Write out each entry below exactly; the images do not belong in your copy.

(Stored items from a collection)
--- START ---

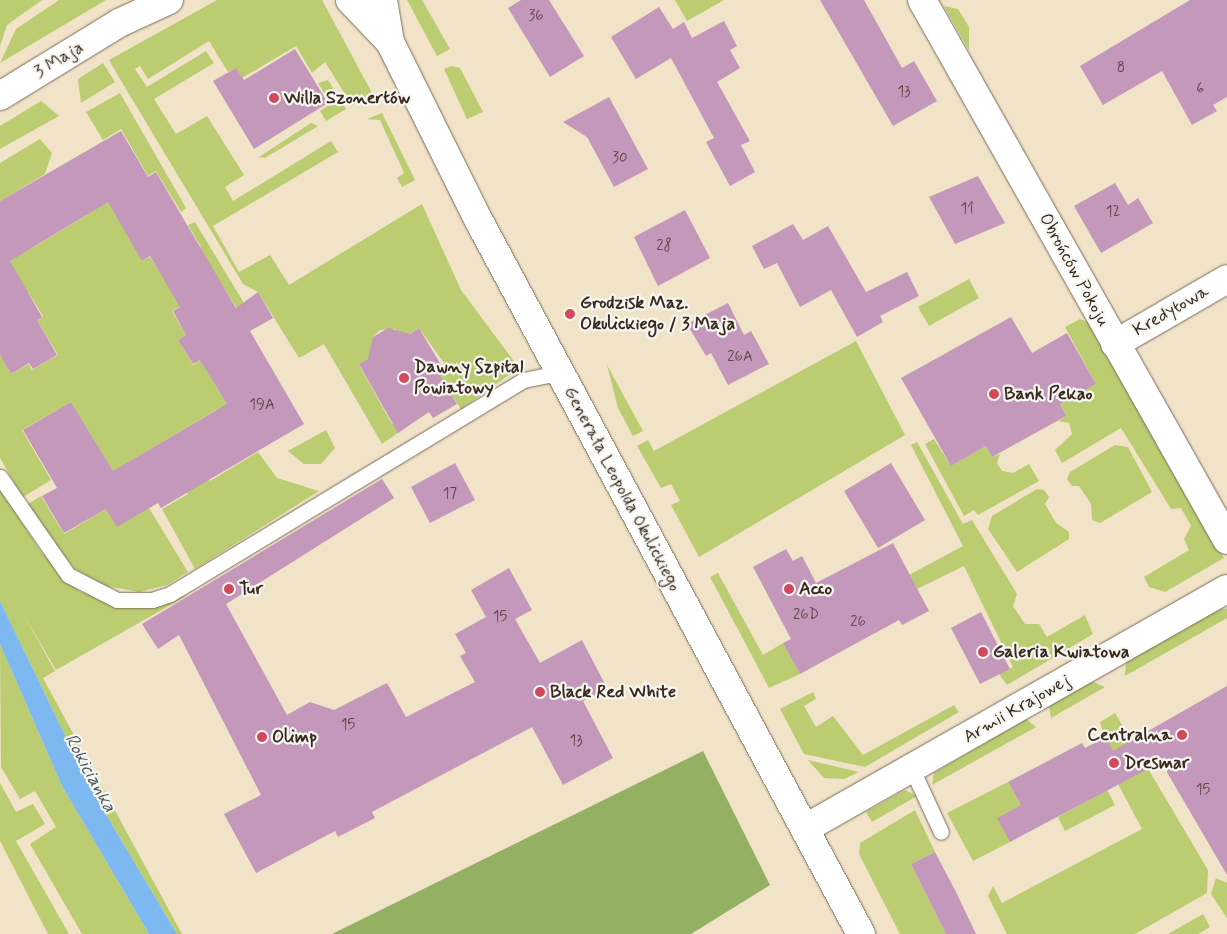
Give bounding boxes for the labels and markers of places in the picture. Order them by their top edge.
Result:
place label: Willa Szonertów [284,87,410,109]
marker: Willa Szonertów [268,92,280,104]
place label: Grodzisk Maz. Okulickiego / 3 Maja [580,293,735,336]
marker: Grodzisk Maz. Okulickiego / 3 Maja [564,308,576,320]
place label: Dawny Szpital Powiatowy [414,357,529,399]
marker: Dawny Szpital Powiatowy [398,372,410,384]
place label: Bank Pekao [1004,383,1093,405]
marker: Bank Pekao [988,388,1000,400]
place label: Tur [239,578,263,600]
place label: Acco [799,578,832,600]
marker: Tur [223,583,235,595]
marker: Acco [783,583,795,595]
place label: Galeria Kwiatowa [993,641,1127,663]
marker: Galeria Kwiatowa [977,646,989,658]
place label: Black Red White [550,681,676,703]
marker: Black Red White [534,686,546,698]
place label: Centralna [1087,724,1172,746]
place label: Olimp [272,726,317,748]
marker: Centralna [1176,729,1188,741]
marker: Olimp [256,731,268,743]
place label: Dresmar [1124,752,1189,774]
marker: Dresmar [1108,757,1120,769]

--- END ---

* [Task solution]
Give bounding boxes for the labels and markers of places in the picture. Order them by their top edge.
Result:
place label: Willa Szonertów [284,87,410,109]
marker: Willa Szonertów [268,92,280,104]
place label: Grodzisk Maz. Okulickiego / 3 Maja [580,293,735,336]
marker: Grodzisk Maz. Okulickiego / 3 Maja [564,308,576,320]
place label: Dawny Szpital Powiatowy [414,357,529,399]
marker: Dawny Szpital Powiatowy [398,372,410,384]
place label: Bank Pekao [1004,383,1093,405]
marker: Bank Pekao [988,388,1000,400]
place label: Tur [239,578,263,600]
place label: Acco [799,578,832,600]
marker: Tur [223,583,235,595]
marker: Acco [783,583,795,595]
place label: Galeria Kwiatowa [993,641,1127,663]
marker: Galeria Kwiatowa [977,646,989,658]
place label: Black Red White [550,681,676,703]
marker: Black Red White [534,686,546,698]
place label: Centralna [1087,724,1172,746]
place label: Olimp [272,726,317,748]
marker: Centralna [1176,729,1188,741]
marker: Olimp [256,731,268,743]
place label: Dresmar [1124,752,1189,774]
marker: Dresmar [1108,757,1120,769]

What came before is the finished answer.